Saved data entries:
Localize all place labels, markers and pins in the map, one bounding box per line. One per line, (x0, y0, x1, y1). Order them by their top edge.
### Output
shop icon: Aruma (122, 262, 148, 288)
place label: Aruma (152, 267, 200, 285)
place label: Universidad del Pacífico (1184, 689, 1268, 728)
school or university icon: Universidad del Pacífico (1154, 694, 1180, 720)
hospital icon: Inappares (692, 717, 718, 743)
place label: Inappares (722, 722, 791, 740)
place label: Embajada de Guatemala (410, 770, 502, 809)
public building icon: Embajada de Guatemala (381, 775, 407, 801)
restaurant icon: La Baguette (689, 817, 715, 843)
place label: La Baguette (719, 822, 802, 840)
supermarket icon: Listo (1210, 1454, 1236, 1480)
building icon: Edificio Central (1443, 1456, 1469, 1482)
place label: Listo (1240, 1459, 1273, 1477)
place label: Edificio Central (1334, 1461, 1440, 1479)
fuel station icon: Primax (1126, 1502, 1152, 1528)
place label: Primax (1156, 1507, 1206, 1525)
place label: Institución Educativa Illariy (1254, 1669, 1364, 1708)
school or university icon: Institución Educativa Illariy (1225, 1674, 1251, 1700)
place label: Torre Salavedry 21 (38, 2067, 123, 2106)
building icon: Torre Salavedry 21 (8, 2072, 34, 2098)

> _GOAL OF THE EXERCISE_: Reproduce each entry above. Every word must match.

> _SOLUTION BELOW_:
Localize all place labels, markers and pins in the map, one bounding box per line. One per line, (x0, y0, x1, y1). Order them by their top edge.
### Output
shop icon: Aruma (122, 262, 148, 288)
place label: Aruma (152, 267, 200, 285)
place label: Universidad del Pacífico (1184, 689, 1268, 728)
school or university icon: Universidad del Pacífico (1154, 694, 1180, 720)
hospital icon: Inappares (692, 717, 718, 743)
place label: Inappares (722, 722, 791, 740)
place label: Embajada de Guatemala (410, 770, 502, 809)
public building icon: Embajada de Guatemala (381, 775, 407, 801)
restaurant icon: La Baguette (689, 817, 715, 843)
place label: La Baguette (719, 822, 802, 840)
supermarket icon: Listo (1210, 1454, 1236, 1480)
building icon: Edificio Central (1443, 1456, 1469, 1482)
place label: Listo (1240, 1459, 1273, 1477)
place label: Edificio Central (1334, 1461, 1440, 1479)
fuel station icon: Primax (1126, 1502, 1152, 1528)
place label: Primax (1156, 1507, 1206, 1525)
place label: Institución Educativa Illariy (1254, 1669, 1364, 1708)
school or university icon: Institución Educativa Illariy (1225, 1674, 1251, 1700)
place label: Torre Salavedry 21 (38, 2067, 123, 2106)
building icon: Torre Salavedry 21 (8, 2072, 34, 2098)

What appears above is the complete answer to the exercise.